Work item
A complete answer includes every line below with the word "Strandvej".

== Dataset entries ==

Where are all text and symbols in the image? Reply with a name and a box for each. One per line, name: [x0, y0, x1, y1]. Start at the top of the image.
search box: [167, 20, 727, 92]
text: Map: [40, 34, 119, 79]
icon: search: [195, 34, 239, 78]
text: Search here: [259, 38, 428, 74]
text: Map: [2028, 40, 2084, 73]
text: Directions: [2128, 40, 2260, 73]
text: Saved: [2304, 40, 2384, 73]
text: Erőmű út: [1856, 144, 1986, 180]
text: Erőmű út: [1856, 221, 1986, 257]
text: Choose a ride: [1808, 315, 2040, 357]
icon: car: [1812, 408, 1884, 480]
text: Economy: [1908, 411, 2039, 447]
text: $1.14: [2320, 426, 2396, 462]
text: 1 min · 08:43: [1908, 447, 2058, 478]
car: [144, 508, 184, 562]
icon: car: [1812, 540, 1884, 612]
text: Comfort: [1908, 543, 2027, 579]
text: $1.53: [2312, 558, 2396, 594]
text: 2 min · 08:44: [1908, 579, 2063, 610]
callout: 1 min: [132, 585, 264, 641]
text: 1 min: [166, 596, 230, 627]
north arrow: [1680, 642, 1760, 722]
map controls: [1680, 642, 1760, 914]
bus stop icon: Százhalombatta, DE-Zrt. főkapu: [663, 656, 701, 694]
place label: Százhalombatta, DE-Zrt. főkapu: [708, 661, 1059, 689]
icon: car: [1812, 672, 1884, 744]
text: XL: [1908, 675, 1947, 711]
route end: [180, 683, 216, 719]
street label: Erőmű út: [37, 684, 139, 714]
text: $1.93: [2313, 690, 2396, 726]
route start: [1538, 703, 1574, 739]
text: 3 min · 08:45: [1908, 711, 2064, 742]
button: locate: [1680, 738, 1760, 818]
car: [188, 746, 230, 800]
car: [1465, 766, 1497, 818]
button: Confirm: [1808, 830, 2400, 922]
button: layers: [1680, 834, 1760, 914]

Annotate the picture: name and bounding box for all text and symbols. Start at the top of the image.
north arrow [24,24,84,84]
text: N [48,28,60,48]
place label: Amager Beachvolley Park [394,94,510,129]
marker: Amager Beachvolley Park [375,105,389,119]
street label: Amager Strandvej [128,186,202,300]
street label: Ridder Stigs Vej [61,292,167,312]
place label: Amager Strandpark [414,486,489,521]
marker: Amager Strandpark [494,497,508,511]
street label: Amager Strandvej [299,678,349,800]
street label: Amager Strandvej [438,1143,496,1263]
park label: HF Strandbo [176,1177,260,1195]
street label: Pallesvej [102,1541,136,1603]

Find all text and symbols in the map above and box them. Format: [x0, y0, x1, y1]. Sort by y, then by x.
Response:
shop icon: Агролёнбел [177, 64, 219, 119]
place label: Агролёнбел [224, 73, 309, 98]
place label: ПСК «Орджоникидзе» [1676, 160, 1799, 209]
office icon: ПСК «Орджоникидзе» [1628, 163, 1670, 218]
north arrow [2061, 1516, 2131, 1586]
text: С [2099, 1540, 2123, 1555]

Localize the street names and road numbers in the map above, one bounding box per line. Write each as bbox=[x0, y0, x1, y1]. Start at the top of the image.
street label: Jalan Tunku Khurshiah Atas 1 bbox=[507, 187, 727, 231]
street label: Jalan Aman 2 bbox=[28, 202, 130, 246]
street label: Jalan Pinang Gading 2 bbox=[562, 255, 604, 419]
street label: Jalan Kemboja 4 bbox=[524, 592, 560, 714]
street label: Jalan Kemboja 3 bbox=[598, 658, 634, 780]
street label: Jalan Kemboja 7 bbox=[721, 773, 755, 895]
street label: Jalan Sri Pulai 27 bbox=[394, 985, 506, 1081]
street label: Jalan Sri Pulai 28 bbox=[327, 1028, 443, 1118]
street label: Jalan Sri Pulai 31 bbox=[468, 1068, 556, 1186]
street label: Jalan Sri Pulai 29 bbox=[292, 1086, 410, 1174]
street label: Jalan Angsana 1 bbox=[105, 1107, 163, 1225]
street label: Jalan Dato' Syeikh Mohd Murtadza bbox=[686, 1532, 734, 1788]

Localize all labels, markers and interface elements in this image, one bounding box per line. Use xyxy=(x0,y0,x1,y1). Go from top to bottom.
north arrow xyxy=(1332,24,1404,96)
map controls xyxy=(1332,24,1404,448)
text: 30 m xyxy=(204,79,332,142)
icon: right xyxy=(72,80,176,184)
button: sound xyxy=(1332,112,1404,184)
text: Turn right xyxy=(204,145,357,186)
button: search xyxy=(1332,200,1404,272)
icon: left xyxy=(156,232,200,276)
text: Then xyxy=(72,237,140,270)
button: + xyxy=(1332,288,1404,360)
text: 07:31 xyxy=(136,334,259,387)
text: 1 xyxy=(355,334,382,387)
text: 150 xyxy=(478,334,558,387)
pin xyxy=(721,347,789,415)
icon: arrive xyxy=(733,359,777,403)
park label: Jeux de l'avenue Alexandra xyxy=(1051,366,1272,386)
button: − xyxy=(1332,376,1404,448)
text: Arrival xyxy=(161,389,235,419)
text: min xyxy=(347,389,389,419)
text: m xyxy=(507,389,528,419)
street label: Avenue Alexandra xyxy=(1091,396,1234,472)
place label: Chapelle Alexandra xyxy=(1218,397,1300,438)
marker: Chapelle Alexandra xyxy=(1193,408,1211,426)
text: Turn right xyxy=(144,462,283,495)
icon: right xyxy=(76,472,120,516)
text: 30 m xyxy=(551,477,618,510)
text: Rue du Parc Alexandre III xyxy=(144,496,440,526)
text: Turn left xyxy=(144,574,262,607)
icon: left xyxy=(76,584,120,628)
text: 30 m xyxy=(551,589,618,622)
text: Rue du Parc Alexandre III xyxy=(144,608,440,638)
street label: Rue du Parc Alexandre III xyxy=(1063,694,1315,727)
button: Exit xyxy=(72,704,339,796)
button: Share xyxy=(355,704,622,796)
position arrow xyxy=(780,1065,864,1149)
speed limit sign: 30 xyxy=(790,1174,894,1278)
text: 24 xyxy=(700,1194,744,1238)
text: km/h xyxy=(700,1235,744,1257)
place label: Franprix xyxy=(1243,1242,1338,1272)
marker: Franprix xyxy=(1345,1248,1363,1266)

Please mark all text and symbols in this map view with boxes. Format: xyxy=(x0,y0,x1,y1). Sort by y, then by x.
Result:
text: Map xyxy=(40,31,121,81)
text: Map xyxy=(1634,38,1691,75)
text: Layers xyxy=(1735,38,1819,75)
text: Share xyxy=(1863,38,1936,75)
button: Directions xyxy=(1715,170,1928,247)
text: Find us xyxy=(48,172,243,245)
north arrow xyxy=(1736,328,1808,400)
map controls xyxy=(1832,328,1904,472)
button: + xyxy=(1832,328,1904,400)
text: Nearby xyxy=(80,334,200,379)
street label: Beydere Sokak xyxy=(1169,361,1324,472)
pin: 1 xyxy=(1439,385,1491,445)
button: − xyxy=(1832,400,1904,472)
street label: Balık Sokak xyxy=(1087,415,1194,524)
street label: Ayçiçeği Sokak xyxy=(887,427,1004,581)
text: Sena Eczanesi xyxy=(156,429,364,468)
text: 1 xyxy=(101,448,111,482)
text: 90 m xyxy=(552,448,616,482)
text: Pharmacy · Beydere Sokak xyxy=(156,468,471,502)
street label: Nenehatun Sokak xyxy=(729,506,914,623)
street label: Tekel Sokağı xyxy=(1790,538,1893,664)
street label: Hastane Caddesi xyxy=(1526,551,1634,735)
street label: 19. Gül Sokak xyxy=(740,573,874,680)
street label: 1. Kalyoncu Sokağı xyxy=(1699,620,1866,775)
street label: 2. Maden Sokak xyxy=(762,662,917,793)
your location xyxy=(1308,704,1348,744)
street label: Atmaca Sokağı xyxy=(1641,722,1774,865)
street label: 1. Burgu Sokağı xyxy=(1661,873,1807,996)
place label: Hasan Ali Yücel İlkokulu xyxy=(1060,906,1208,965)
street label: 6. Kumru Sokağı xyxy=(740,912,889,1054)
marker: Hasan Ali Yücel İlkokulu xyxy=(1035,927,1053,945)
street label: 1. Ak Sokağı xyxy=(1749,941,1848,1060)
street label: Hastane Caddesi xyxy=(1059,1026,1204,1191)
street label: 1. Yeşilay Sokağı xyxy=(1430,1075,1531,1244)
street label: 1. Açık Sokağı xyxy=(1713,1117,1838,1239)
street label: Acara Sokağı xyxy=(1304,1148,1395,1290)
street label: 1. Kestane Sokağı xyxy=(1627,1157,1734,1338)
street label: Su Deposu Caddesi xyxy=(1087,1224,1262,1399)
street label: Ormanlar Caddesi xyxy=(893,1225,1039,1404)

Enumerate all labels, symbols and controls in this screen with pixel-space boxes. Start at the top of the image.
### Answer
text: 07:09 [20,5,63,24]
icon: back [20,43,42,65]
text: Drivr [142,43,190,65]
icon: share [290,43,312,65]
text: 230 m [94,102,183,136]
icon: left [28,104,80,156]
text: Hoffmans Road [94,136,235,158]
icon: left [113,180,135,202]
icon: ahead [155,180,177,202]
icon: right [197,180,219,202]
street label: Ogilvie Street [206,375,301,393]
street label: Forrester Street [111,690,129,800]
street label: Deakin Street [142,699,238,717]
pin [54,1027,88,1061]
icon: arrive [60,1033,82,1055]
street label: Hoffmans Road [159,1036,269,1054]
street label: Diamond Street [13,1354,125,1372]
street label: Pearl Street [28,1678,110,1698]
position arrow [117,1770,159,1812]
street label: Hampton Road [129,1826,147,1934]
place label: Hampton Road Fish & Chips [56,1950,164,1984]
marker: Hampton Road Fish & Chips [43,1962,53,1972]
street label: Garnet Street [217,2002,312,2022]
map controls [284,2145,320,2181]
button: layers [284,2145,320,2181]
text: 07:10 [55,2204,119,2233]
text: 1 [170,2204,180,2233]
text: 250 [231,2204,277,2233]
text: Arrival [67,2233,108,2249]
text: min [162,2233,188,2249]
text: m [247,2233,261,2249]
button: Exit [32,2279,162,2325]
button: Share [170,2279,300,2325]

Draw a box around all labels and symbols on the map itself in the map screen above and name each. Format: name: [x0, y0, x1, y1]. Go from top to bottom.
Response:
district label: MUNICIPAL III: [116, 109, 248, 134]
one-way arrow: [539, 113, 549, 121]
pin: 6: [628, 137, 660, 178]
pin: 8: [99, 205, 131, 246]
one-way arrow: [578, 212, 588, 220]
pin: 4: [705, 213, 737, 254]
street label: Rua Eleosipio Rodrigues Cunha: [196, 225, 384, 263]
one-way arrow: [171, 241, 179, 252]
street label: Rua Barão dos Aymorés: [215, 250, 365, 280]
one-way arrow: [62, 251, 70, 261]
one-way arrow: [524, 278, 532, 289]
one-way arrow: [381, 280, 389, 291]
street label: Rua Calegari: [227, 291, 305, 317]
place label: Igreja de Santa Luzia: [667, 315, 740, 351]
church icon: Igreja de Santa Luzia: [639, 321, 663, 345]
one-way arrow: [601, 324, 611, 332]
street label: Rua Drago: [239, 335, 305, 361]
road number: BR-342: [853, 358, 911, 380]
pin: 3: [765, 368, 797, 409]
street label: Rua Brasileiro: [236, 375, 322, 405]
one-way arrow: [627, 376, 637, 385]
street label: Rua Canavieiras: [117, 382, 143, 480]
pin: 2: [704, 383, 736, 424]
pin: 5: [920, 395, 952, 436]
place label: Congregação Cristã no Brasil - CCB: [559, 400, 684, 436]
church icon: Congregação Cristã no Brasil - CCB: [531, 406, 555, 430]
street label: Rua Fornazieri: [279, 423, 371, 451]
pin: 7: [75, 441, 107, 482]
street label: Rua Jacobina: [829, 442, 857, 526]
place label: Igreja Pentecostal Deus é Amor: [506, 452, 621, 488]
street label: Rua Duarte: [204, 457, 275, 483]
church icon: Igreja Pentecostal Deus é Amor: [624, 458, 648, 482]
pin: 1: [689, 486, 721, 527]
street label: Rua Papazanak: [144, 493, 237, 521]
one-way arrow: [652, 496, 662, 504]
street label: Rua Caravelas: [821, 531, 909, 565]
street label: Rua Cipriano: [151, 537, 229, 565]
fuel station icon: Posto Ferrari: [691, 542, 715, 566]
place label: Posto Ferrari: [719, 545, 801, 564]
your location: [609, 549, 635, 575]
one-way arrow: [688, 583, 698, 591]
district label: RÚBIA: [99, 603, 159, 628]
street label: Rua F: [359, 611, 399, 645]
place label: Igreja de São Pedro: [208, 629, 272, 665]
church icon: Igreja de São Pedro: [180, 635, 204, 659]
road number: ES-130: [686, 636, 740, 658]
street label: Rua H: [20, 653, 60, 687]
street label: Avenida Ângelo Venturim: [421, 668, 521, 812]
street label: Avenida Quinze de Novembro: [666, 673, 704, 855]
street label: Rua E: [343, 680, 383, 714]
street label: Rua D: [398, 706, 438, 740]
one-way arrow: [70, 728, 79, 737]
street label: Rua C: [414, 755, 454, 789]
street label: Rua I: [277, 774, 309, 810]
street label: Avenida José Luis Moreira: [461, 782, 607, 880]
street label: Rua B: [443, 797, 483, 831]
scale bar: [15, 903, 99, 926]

===

Output for this task
street label: Amager Strandvej [128,186,202,300]
street label: Amager Strandvej [299,678,349,800]
street label: Amager Strandvej [438,1143,496,1263]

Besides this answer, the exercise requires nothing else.